Nor is the respondent entitled to be ranked as a preferred creditor by subrogation on the score of advancing money on the invitation of the public, entitling it to be favored as a matter of public policy. No such doctrine is applicable here. Public policy is neither concerned with nor involved in the matter of a merger with an insolvent bank, nor in giving, in the name of subrogation, a preference right to one who advances money to such insolvent bank to take up the claims of some of its common creditors; and even in void judicial sales cited in the majority opinion as falling within this doctrine (25 R.C.L., pp. 1322, 1356), no preference is given to the purchaser beyond or above the extent or class of the right or security to which his money was applied — not a preferred or superior claim in lieu of a common one.
To emphasize my views of error in the judgment appealed from and to take issue with it, I refer to two statements near the close of the majority opinion. It is said that the depositors of the Farmers bank will not be in any worse condition by giving the respondent preference than they would have been if the respondent had not advanced any money at all. This conclusion, in my opinion, is wrong. The Farmers bank is and was insolvent, and if its drafts had still been outstanding when the bank closed, the holders thereof would have been common creditors only and entitled to less of the assets of the Farmers bank than is now awarded to the respondent bank as a preferred *Page 94 
creditor. The preference given unduly reduces the assets otherwise available for the common creditors.

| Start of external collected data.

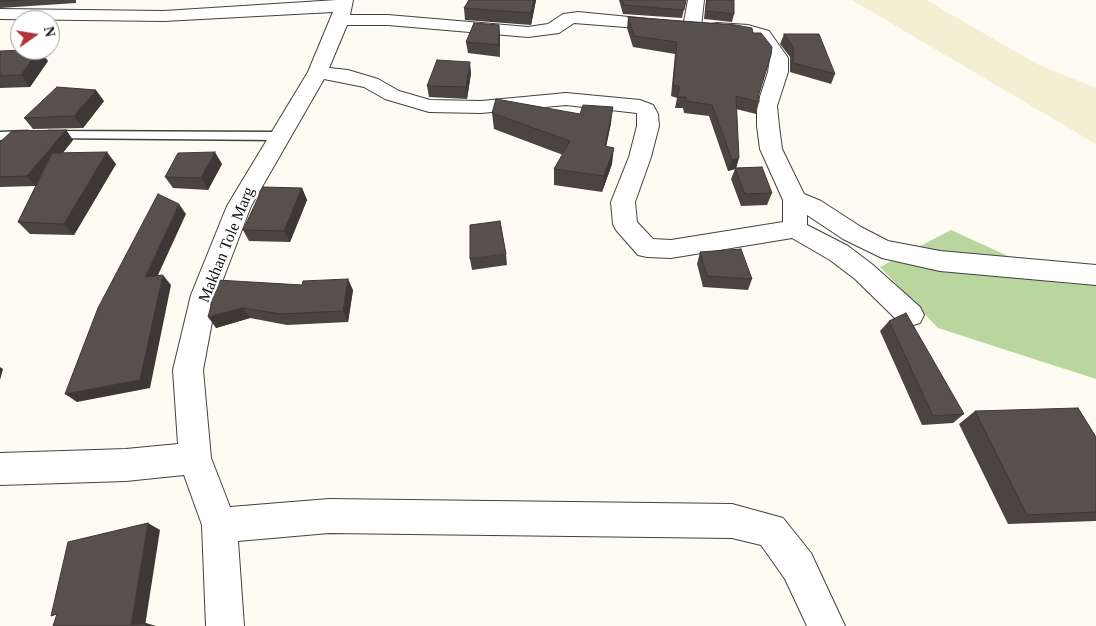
<!DOCTYPE html>
<style>
body{margin:0}
#map{position:relative;width:1096px;height:626px;overflow:hidden;background:#fefbf2;font-family:Georgia,serif}
canvas{display:block}
.north{position:absolute;left:10px;top:10px;width:50px;height:50px;box-sizing:border-box;background:#fff;border:1px solid #9f9f9f;border-radius:50%;rotate:77deg;font-size:14px;font-weight:700;line-height:20px;text-align:center;color:#0f0f0f}
.north::after{content:'';display:block;margin:auto;width:18px;height:22px;background:#b43139;clip-path:polygon(50% 0,100% 100%,50% 72%,0 100%)}
</style>
<div id="map">
<canvas width="1096" height="626"></canvas>
<div class="north">N</div>
</div>
<script>
const context = document.querySelector('canvas').getContext('2d');
context.lineJoin = 'round';
function fillPath(path, color) { context.fillStyle = color; context.fill(path, 'evenodd'); }
const shape = rows => new Path2D(rows.map(r => 'M' + r).join(''));
function stroke(path, color, width, dash) { context.strokeStyle = color; context.lineWidth = width; context.lineCap = dash ? 'butt' : 'round'; context.setLineDash(dash || []); context.stroke(path); }
function write(font, color, halo, rows, align = 'center') {
  context.font = font + ' Georgia,serif'; context.lineWidth = 5; context.setLineDash([]); context.textBaseline = 'middle'; context.strokeStyle = halo; context.fillStyle = color; for (const [text, x, y, turn = 0] of rows) {
    context.save(); context.translate(x, y); context.rotate((+turn || 0) * Math.PI / 180); context.textAlign = isNaN(turn) ? turn : align; if (halo) context.strokeText(text, 0, 0); context.fillText(text, 0, 0); context.restore();
  }
}
const farmland = shape([
 [852,0,926,0,1039,65,1096,88,1096,144]
]);
const forest = shape([
 [951,230,1069,284,1096,284,1096,379,938,328,880,267]
]);
const service = shape([
 [27,131,31,132,31,138,0,140,0,132,27,131],
 [50,131,278,132,284,136,278,140,46,138,46,132,50,131]
]);
const minor = shape([
 [337,0,353,0,350,15,388,15,528,27,548,24,563,14,578,12,670,21,673,25,670,29,664,30,574,23,559,33,528,37,388,25,347,25,329,68,348,70,378,79,399,91,430,100,481,101,566,93,640,100,653,105,658,114,659,126,651,157,635,202,637,222,653,239,671,240,783,222,783,200,760,149,757,126,757,106,768,72,770,58,757,39,746,35,717,33,711,32,708,28,711,24,717,23,748,25,769,31,788,58,788,72,777,106,779,126,782,149,804,194,821,201,861,227,888,241,940,251,1096,265,1096,285,940,271,882,258,843,239,807,215,807,225,848,246,873,265,920,307,924,315,920,323,910,326,900,323,855,279,830,260,792,238,671,258,647,257,638,255,616,230,613,224,611,202,629,157,637,126,637,113,566,105,481,113,429,112,385,99,364,87,324,79,251,206,217,295,203,370,211,458,230,507,329,499,732,504,783,518,811,553,845,626,807,626,785,579,761,545,732,538,329,533,238,541,244,626,206,626,202,525,184,475,126,481,0,485,0,453,126,449,178,444,173,370,191,295,227,206,308,72,333,12,164,21,0,19,0,9,164,11,337,0],
 [688,0,704,0,701,27,698,31,692,32,686,31,683,27,688,0]
]);
const wall = shape([
 [0,0,76,0,76,3,0,8],
 [469,0,536,0,531,25,465,20,464,8],
 [619,0,686,0,682,18,623,14],
 [706,0,734,0,734,14,732,22,704,19],
 [628,17,736,25,759,94,759,102,756,114,736,109,736,168,772,193,767,205,741,206,731,179,735,169,728,171,709,116,684,113,683,108,675,108,677,98,671,96,675,54,633,47,627,28],
 [499,25,500,57,468,53,466,42],
 [784,34,835,74,831,84,790,72,790,57,780,44],
 [0,51,48,61,30,87,0,88],
 [471,73,467,99,429,97,427,86],
 [104,101,83,128,33,129,24,118],
 [492,113,611,123,606,146,612,164,602,192,554,185,554,169,563,155,494,129],
 [66,130,73,140,63,153,116,164,74,235,30,234,18,222,36,186,0,187,0,142],
 [222,164,208,190,173,188,165,177],
 [302,188,307,200,290,242,249,241,243,230],
 [700,252,752,279,748,290,703,287,697,264],
 [506,254,507,265,472,270,470,259],
 [353,290,348,322,287,325,250,318,216,328,211,306,208,301],
 [889,321,964,414,953,423,922,425,880,331],
 [975,411,1096,437,1096,521,1008,524,959,424]
]);
const shadedWall = shape([
 [534,0,536,0,531,25,531,13],
 [499,25,500,36,500,57,499,45],
 [39,50,40,50,48,61,30,87,21,75],
 [470,62,471,73,467,99,466,87],
 [96,90,104,101,83,128,74,116],
 [613,107,611,123,603,162,605,146],
 [66,130,73,140,36,186,27,176],
 [614,148,612,164,602,192,604,176],
 [107,152,116,164,74,235,64,224],
 [215,152,222,164,208,190,201,178],
 [739,158,736,169,735,168,735,169,728,171,732,160],
 [302,188,307,200,290,242,284,231],
 [179,204,186,214,153,286,145,277],
 [163,275,171,285,150,388,77,402,65,394],
 [348,279,353,290,348,322,343,311],
 [243,308,250,318,216,328,208,317],
 [0,367,3,369,0,380],
 [148,523,160,530,145,626,146,623,156,626,135,626,131,625]
]);
const building = shape([
 [0,0,23,0,0,1,0,0],
 [469,0,534,0,531,13,464,8,469,0],
 [622,0,686,0,684,10,624,5,622,0],
 [707,0,734,0,734,14,706,11,707,0],
 [628,17,736,25,752,28,753,33,761,33,772,47,771,55,759,94,759,102,736,96,739,158,732,160,712,105,686,101,686,97,677,97,680,87,673,85,677,42,634,36,628,17],
 [474,23,499,25,499,45,466,42,474,23],
 [784,34,819,34,835,74,793,63,793,47,784,34],
 [25,50,39,50,21,75,0,76,0,51,25,50],
 [437,60,470,62,466,87,427,86,437,60],
 [57,87,96,90,74,116,24,118,57,87],
 [496,99,580,114,583,105,613,107,605,146,614,148,604,176,554,169,570,141,492,113,496,99],
 [66,130,27,176,0,177,0,142,12,131,66,130],
 [107,152,64,224,18,222,52,153,107,152],
 [215,152,201,178,165,177,178,153,215,152],
 [762,167,772,193,745,194,735,168,762,167],
 [263,187,302,188,284,231,243,230,263,187],
 [158,194,179,204,145,277,163,275,140,380,65,394,98,308,158,194],
 [500,221,506,254,470,259,470,225,500,221],
 [741,249,752,279,707,276,700,252,741,249],
 [348,279,343,311,281,314,243,308,208,317,212,302,208,301,211,286,216,285,217,280,302,285,303,281,348,279],
 [906,313,964,414,933,416,889,321,906,313],
 [1078,408,1096,437,1096,512,1027,515,975,411,1078,408],
 [148,523,131,625,146,623,145,626,53,626,57,614,51,616,68,542,148,523]
]);
const streetNames = [
 ["Makhan Tole Marg",227,245,-68]
];
fillPath(farmland, '#f2efd3');
fillPath(forest, '#b8d69e');
stroke(service, '#424242', 3);
stroke(minor, '#424242', 2);
fillPath(service, '#fff');
fillPath(minor, '#fff');
fillPath(wall, '#4b4541');
fillPath(shadedWall, '#3d3835');
fillPath(building, '#57504c');
stroke(building, '#3d3835', 1);
write('16px', '#0f0f0f', '#fff', streetNames);
</script>
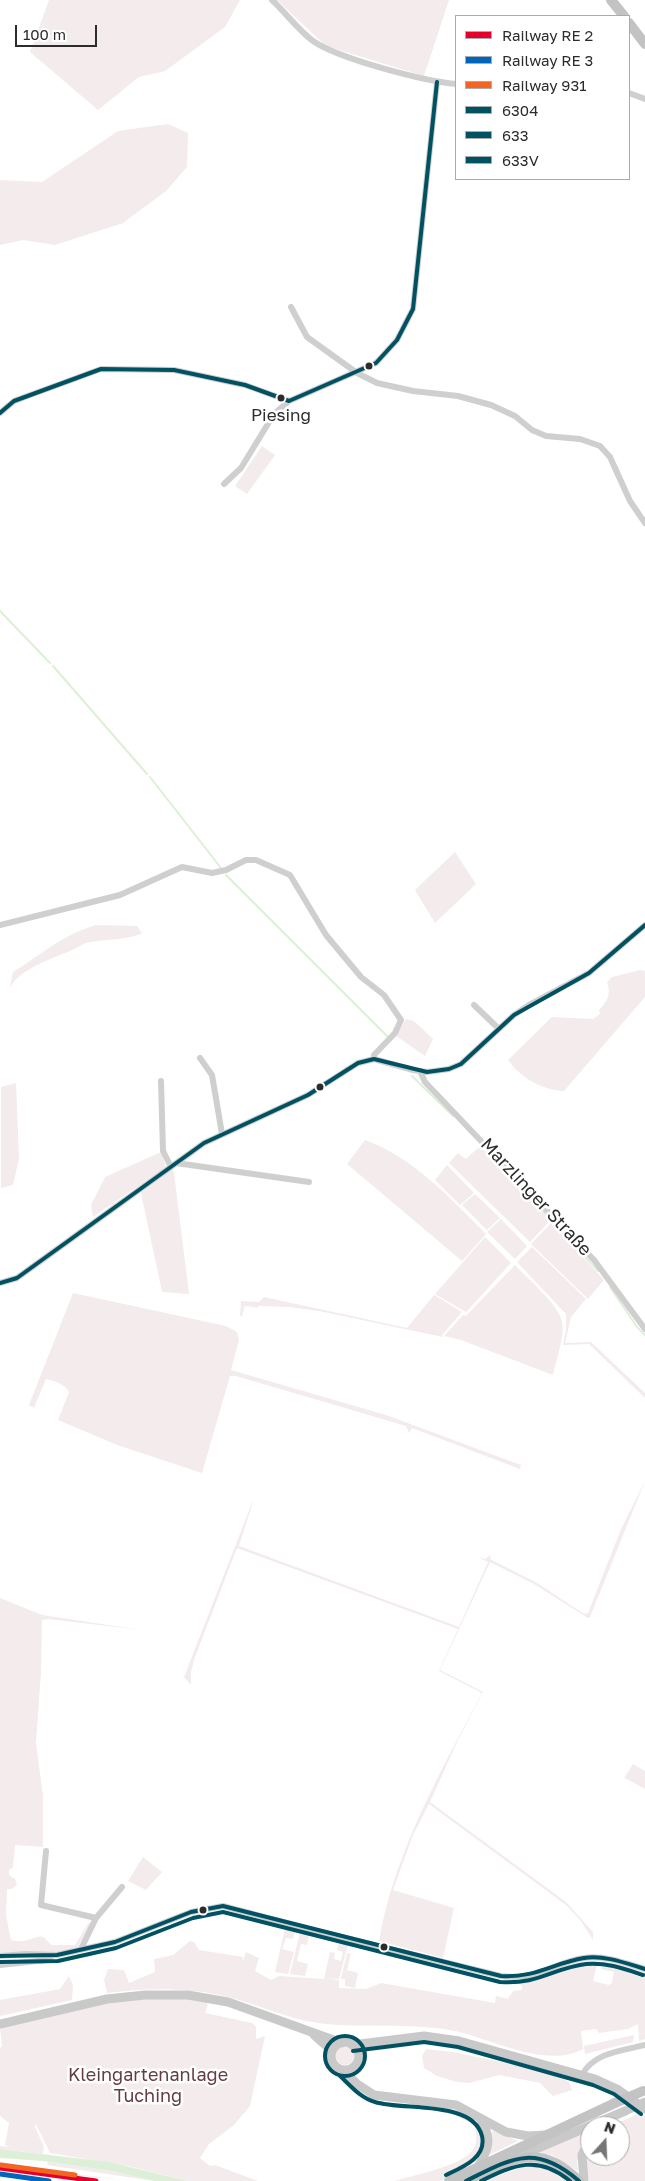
<!DOCTYPE html>
<html>
<head>
<meta charset="utf-8">
<style>
  body { margin:0 }
  #map { position:relative; width:645px; height:2181px; overflow:hidden; background:#fff; font-family:"Golos Text",sans-serif }
  canvas { display:block }
  .legend { position:absolute; left:455px; top:15px; width:175px; height:165px; box-sizing:border-box; background:#fff; border:1px solid #ababab; margin:0; padding:6px 9px; list-style:none; font-size:15px; color:#2c2c2c }
  .legend li { display:flex; align-items:center; gap:10px; height:25px }
  .legend b { width:25px; border:1px solid #ababab }
  .north { position:absolute; left:580px; top:2116px; width:50px; height:50px; box-sizing:border-box; background:#fff; border:1px solid #ababab; border-radius:50%; rotate:20deg; font-size:14px; font-weight:700; line-height:20px; text-align:center; color:#2c2c2c }
  .north::after { content:''; display:block; margin:auto; width:18px; height:22px; background:#767676; clip-path:polygon(50% 0,100% 100%,50% 72%,0 100%) }
  .scale { position:absolute; left:15px; top:25px; width:82px; height:22px; box-sizing:border-box; border:2px solid #2c2c2c; border-top:0; padding-left:6px; font-size:15px; line-height:18px; white-space:nowrap; color:#2c2c2c; -webkit-text-stroke:4px #fff; paint-order:stroke }
</style>
</head>
<body>
<div id="map">
<canvas width="645" height="2181"></canvas>
<ul class="legend">
<li><b style="height:6px;background:#e4002b"></b>Railway RE 2</li>
<li><b style="height:6px;background:#0065bd"></b>Railway RE 3</li>
<li><b style="height:6px;background:#f26522"></b>Railway 931</li>
<li><b style="height:6px;background:#005262"></b>6304</li>
<li><b style="height:6px;background:#005262"></b>633</li>
<li><b style="height:6px;background:#005262"></b>633V</li>
</ul>
<div class="north">N</div>
<div class="scale">100 m</div>
</div>
<script>
const context = document.querySelector('canvas').getContext('2d');
context.lineJoin = 'round';
function fillPath(path, color) {
  context.fillStyle = color;
  context.fill(path, 'evenodd');
}
function trace(path, color, width, dash) {
  context.strokeStyle = color;
  context.lineWidth = width;
  context.lineCap = dash ? 'butt' : 'round';
  context.setLineDash(dash || []);
  context.stroke(path);
}
function label(font, color, halo, rows, align = 'center') {
  context.font = font + ' "Golos Text",sans-serif';
  context.lineWidth = 5;
  context.setLineDash([]);
  context.textBaseline = 'middle';
  context.strokeStyle = halo;
  context.fillStyle = color;
  for (const [text, x, y, turn = 0] of rows) {
    context.save();
    context.translate(x, y);
    context.rotate((+turn || 0) * Math.PI / 180);
    context.textAlign = isNaN(turn) ? turn : align;
    if (halo) context.strokeText(text, 0, 0);
    context.fillText(text, 0, 0);
    context.restore();
  }
}
const green = new Path2D(`
  M49,0H240L225,27L165,71L139,77L98,110L30,52Z
  M277,0H449L424,76L326,46Z
  M168,124L188,133L187,167L166,191L123,223L55,245L23,240L0,245V180L42,182L118,131Z
  M262,446L275,455L247,494L235,486Z
  M455,852L476,884L435,923L415,890Z
  M96,925L137,926L142,933C130,940 102,939 86,943C82,944 77,948 72,950C52,959 23,967 10,987L13,972C44,953 60,936 96,925Z
  M640,970L645,971V997L564,1091C542,1090 521,1078 508,1060L552,1017L593,1019L600,1014L599,1010C608,1001 611,994 607,982L612,977Z
  M406,1019L414,1021L433,1039L425,1056L396,1036Z
  M16,1083L19,1159L13,1185L1,1188V1087Z
  M365,1140C413,1157 451,1199 486,1234L462,1261L347,1164Z
  M480,1146L550,1221L530,1242L449,1163L458,1153L466,1159Z
  M161,1152L166,1167L93,1217L91,1205L105,1177Z
  M447,1165L474,1193L460,1205L435,1180Z
  M172,1169L174,1173L189,1294L162,1292L141,1193Z
  M475,1194L500,1218L487,1230L462,1205Z
  M501,1219L527,1246L515,1259L487,1232Z
  M551,1223L604,1280L588,1299L531,1244Z
  M485,1237L511,1263L466,1312L435,1294Z
  M532,1247L586,1299L571,1317L565,1343L591,1342L645,1393V1398L589,1344L563,1345L566,1330V1314L517,1262Z
  M515,1265C527,1278 560,1306 562,1322C565,1338 556,1359 553,1375L461,1340L444,1336L463,1315L466,1316Z
  M73,1293L226,1326L237,1332L239,1340L231,1370L386,1415L521,1465L520,1469L412,1428L409,1433L406,1426L236,1376H230L202,1473L117,1445L58,1420L69,1392C65,1384 55,1381 46,1379L34,1408L29,1405Z
  M434,1295L462,1312L442,1335L443,1337L319,1311L289,1307L258,1306V1308L245,1306L242,1316H240L241,1301L259,1302L264,1297L407,1328Z
  M645,1481L590,1617L588,1618L534,1584L490,1562L440,1670L483,1692L457,1742L430,1802L566,1902L593,1932V1940L581,1921L566,1905L429,1804L413,1835L393,1890L454,1908L443,1958L379,1941C394,1853 441,1771 482,1693L439,1671L458,1629L237,1548L195,1657L191,1672V1685L184,1677L252,1503L253,1502L239,1546L459,1627L488,1562L477,1557L485,1559L491,1555L490,1559L537,1583L584,1614L588,1613L621,1529Z
  M0,1598L42,1615L141,1630L49,1619L42,1620L41,1672L36,1743L43,1796V1847L15,1845L13,1867L9,1870V1875L15,1879L17,1885L12,1889H7L6,1915L11,1940C27,1945 35,1934 43,1937C47,1939 48,1943 52,1945H75L89,1922L90,1925L78,1947L62,1952L0,1953Z
  M633,1764L645,1771V1789L625,1778L623,1780Z
  M143,1857L162,1872L146,1890L128,1881Z
  M285,1929L295,1932L293,1939L286,1938L282,1949L294,1952L288,1974L275,1972Z
  M300,1932L309,1935L307,1945L301,1944L297,1961L308,1964L305,1976L290,1974Z
  M190,1941L194,1942L199,1950L243,1957L242,1963L246,1952L259,1958L255,1971L271,1980L279,1976L324,1979L330,1952L335,1953L334,1959L341,1961L343,1952L337,1950L339,1942L348,1944L339,1979L325,1978L339,1980V1988L366,1989L381,1983L495,2003L496,1996L508,1999L513,1991L522,1990V1986L517,1981C545,1977 570,1959 598,1961L593,1981L609,1985L612,1983L614,1972L601,1969L602,1961L624,1965L645,1972V2039L639,2041L638,2024L628,2029L599,2033L596,2029L581,2031L583,2049C546,2069 492,2039 455,2031C410,2022 363,2029 318,2023C287,2019 258,2004 228,1997C188,1987 147,1988 107,1993L104,1980L108,1969L124,1970L129,1983L155,1972L154,1959L173,1955Z
  M347,1953L351,1954L347,1970L358,1973L355,1988L345,1986V1979H341Z
  M69,1976L73,1985L72,2000L0,2016V2000L60,1989Z
  M172,1997L204,2001L208,2004L205,2013L252,2023L256,2027V2039L265,2036L250,2106L234,2125L209,2144L200,2158L210,2166L215,2165L258,2181H188L128,2166L50,2153L37,2126L34,2125L44,2147L43,2154L0,2149V2146L10,2147L5,2145L9,2123L0,2116V2048L2,2046L0,2027L111,2002Z
  M634,2035L633,2042L585,2054L584,2046Z
  M335 2055a10 10 0 1 1 20 0a10 10 0 1 1-20 0Z
  M426,2049L453,2052L554,2073L569,2082L572,2090L553,2096L540,2083L520,2079L499,2075L469,2083L457,2082L437,2076L424,2068L422,2056Z
  M438,2109L459,2111L477,2122L483,2131L486,2143L478,2160L441,2181H395C413,2175 461,2166 472,2151C478,2143 477,2134 474,2125L453,2114L435,2111Z
  M640,2113L645,2116V2181H589L586,2165L590,2145V2156H620V2126H611Z
  M492,2131H494L518,2141L491,2154L489,2153Z
  M584,2132L577,2162L578,2171L552,2155L537,2153Z
  M48,2162L111,2171L154,2181L47,2165Z
  M0,2163L126,2181L0,2166Z
  M534,2165L553,2167L572,2181H484L525,2166Z`);
const water = new Path2D(`
  M0,2149L109,2162L188,2181H154L111,2171L42,2161L0,2158Z`);
const stream = new Path2D(`
  M0,611L50,663
  M53,666L147,774
  M150,777L221,868
  M226,875L389,1038
  M412,1076L453,1116
  M496,1161L598,1271
  M610,1287L637,1327L645,1335`);
const minor = new Path2D(`
  M272,0C286,13 298,30 313,41C339,59 424,81 456,84
  M629,93L645,99
  M291,307L307,337L357,373L377,383L413,391L458,396L491,405L515,416L532,430L546,436L580,439L600,446L610,457L630,501L645,523
  M0,413L14,401L101,369L174,370L245,385L289,401
  M224,484L241,468L274,414L289,401L376,363L397,340L413,309L437,82
  M0,925L120,895L182,867L212,873L226,870L246,860H256L290,875L326,935L361,977L384,995L401,1020L395,1033L374,1055V1059
  M474,1005L498,1028
  M200,1058L212,1075L222,1134
  M420,1071L425,1082L594,1260L645,1329
  M161,1081L163,1151L171,1167
  M176,1163L309,1182
  M0,1283L17,1278L204,1143L308,1095L358,1063L374,1059L413,1070L427,1072L449,1069L461,1064L514,1015L529,1005L589,973L645,925
  M46,1851L41,1905L96,1918
  M81,1949L96,1918L122,1887
  M0,1956L25,1954L57,1955L115,1942L191,1912L223,1906L316,1931L501,1976C539,1981 551,1963 584,1958C605,1955 625,1963 645,1969
  M0,1965L47,1960L53,1955
  M582,2075C594,2052 622,2051 645,2045`);
const secondary = new Path2D(`
  M0,2024L107,1999L145,1995H188L228,2002L342,2043
  M314,2035L332,2051
  M331 2056a14 14 0 1 1 28 0a14 14 0 1 1-28 0Z
  M352,2045L424,2036L459,2041L595,2079L617,2089L645,2109
  M343,2070L357,2084L374,2095L456,2105L506,2132L528,2136L545,2135
  M517,2157L625,2111
  M478,2167C489,2149 492,2138 481,2120
  M584,2181L582,2155L590,2138`);
const primary = new Path2D(`
  M611,0L624,16
  M629,23L645,44
  M449,2181L615,2103
  M466,2181C510,2160 539,2140 579,2181`);
const secondaryBridge = new Path2D(`
  M625,2111L645,2102`);
const primaryBridge = new Path2D(`
  M615,2103L643,2091`);
const bus1 = new Path2D(`
  M0,413L14,401L101,369L174,370L245,385L289,401L376,363L397,340L413,309L437,82
  M0,1283L17,1278L204,1143L308,1095L358,1063L374,1059L427,1072L449,1069L461,1064L514,1015L589,973L645,925`);
const bus2 = new Path2D(`
  M0,1956L57,1955L115,1942L191,1912L223,1906L501,1976C536,1978 553,1963 584,1958C605,1955 625,1963 645,1969
  M466,2181C512,2158 535,2143 579,2181`);
const bus3 = new Path2D(`
  M0,1962L58,1961L116,1948L193,1918L223,1912L500,1982C538,1985 553,1968 586,1964C606,1962 625,1969 643,1975
  M325 2056a20 20 0 1 1 40 0a20 20 0 1 1-40 0Z
  M353,2051L424,2042L458,2047L593,2085L614,2094L641,2114
  M339,2075C350,2085 360,2098 375,2102C404,2111 473,2100 482,2136C487,2158 461,2168 446,2175
  M481,2181C514,2165 538,2154 570,2181`);
const rail1 = new Path2D(`
  M0,2168L96,2181`);
const rail2 = new Path2D(`
  M0,2174L49,2181`);
const rail3 = new Path2D(`
  M1,2165L75,2175`);
const markers = [
  [369,366,4.5,"#2c2c2c"],
  [281,398,4.5,"#2c2c2c"],
  [320,1087,4.5,"#2c2c2c"],
  [203,1910,4.5,"#2c2c2c"],
  [384,1947,4.5,"#2c2c2c"]
];
const busNames = [
  ["Piesing",281,416]
];
const streetNames = [
  ["Marzlinger Straße",536,1197,47]
];
const parkNames = [
  ["Kleingartenanlage",148,2075],
  ["Tuching",148,2096]
];
fillPath(green, '#f3ebec');
fillPath(water, '#ddf0d7');
trace(stream, '#ddf0d7', 2);
trace(minor, '#cfcfcf', 6);
trace(secondary, '#c9c9c9', 9);
trace(primary, '#c3c3c3', 10);
trace(secondaryBridge, '#c9c9c9', 9);
trace(primaryBridge, '#c3c3c3', 10);
trace(bus1, '#005262', 4);
trace(bus2, '#005262', 4);
trace(bus3, '#005262', 4);
trace(rail1, '#e4002b', 5);
trace(rail2, '#0065bd', 5);
trace(rail3, '#f26522', 5);
for (const [x, y, r, color] of markers) {
  const dot = new Path2D();
  dot.arc(x, y, r, 0, 2 * Math.PI);
  context.fillStyle = color;
  context.fill(dot);
  trace(dot, '#fff', 2);
}
label('17px', '#2c2c2c', '#fff', busNames);
label('18px', '#2c2c2c', '#fff', streetNames);
label('18px', '#653c41', '#fff', parkNames);
</script>
</body>
</html>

Still further, it is said: "The depositors, therefore, can not expect a gratuitous enrichment of the bank's assets built solely upon respondent's loss." Of course not; nor should the respondent bank expect or be given an advantage as a preferred creditor in the bank's assets, enriched by deposits, made in the utmost good faith, by the farmer, the grocer and the laborer, presumably on the same day the respondent bank advanced money to the credit of the Farmers bank to meet paper the Farmers bank had issued in payment of, and upon the faith of, checks drawn upon it by other of its depositors and common creditors.
MAIN, MILLARD, and BLAKE, JJ., concur with MITCHELL, J.